Most people are aware that a valid Will determines how their assets are dealt with after they are gone. Wills generally provide for the appointment of a trusted executor/s and gifts to chosen beneficiaries. They may also appoint guardians for minor children and give direction for specific funeral and burial arrangements.
When to review your Will
Many people make a Will, arrange for it to be safely stored and then forget about it. However, in many situations reviewing your Will is just as important as preparing it, particularly when events occur and your Will no longer reflects your wishes.
Your Will should be reviewed when your personal or financial circumstances change. The following events might prompt you to review your Will.
Marriage. The Wills Act 1970 (WA) provides that the subsequent marriage of a testator revokes a Will unless it is made in contemplation of marriage. The Act provides further that the Will is void if made in contemplation of marriage and the marriage is not formalised.

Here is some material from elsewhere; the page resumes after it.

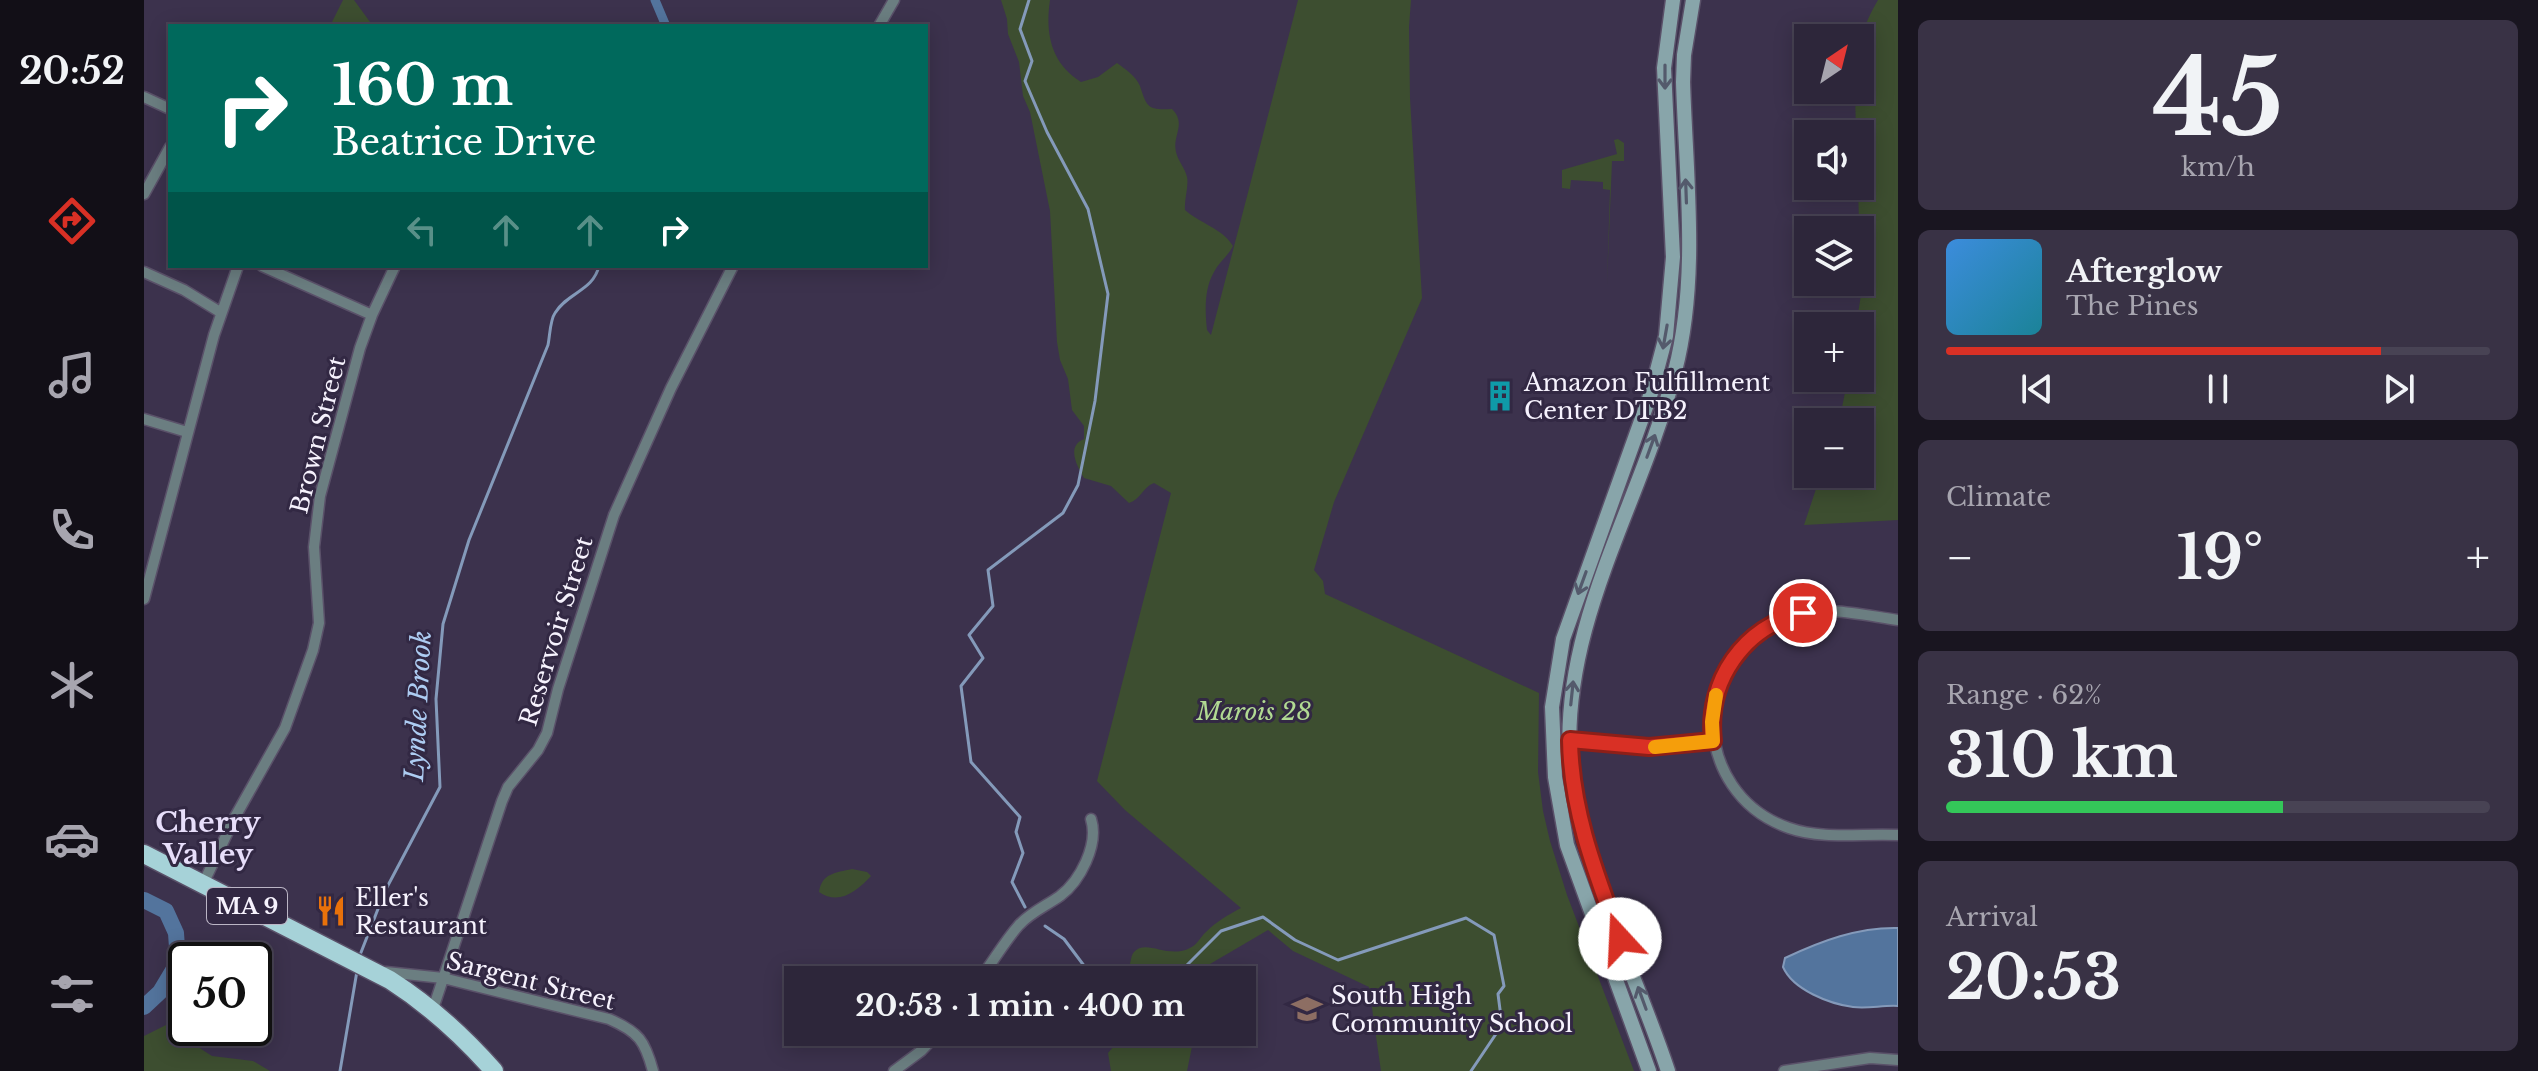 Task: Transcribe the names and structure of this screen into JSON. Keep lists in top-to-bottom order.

If you intend to marry, have married since making your Will or some time has passed since making your Will, you should have your Will reviewed to ensure that it takes into consideration your new circumstances.
Some older Wills may fall under previous provisions of legislation and have different effects. Generally, Wills older than three years should be reviewed.
Separation. The Wills Act 1970 (WA) provides that a Will is revoked when a marriage comes to an end. A Will should always be reviewed on separation from your spouse or de facto partner to take account of changing circumstances.
As many partners are separated for some time before applying for a divorce, a Will continues to have effect until the divorce is finalised. Accordingly, you should seek legal advice regarding your Will as soon as you separate.
Birth of a child. Obviously the birth of a child will warrant revision of your Will to ensure that child is adequately provided for. Your Will can be drafted to distribute assets equally amongst your children, even those born after your Will is made.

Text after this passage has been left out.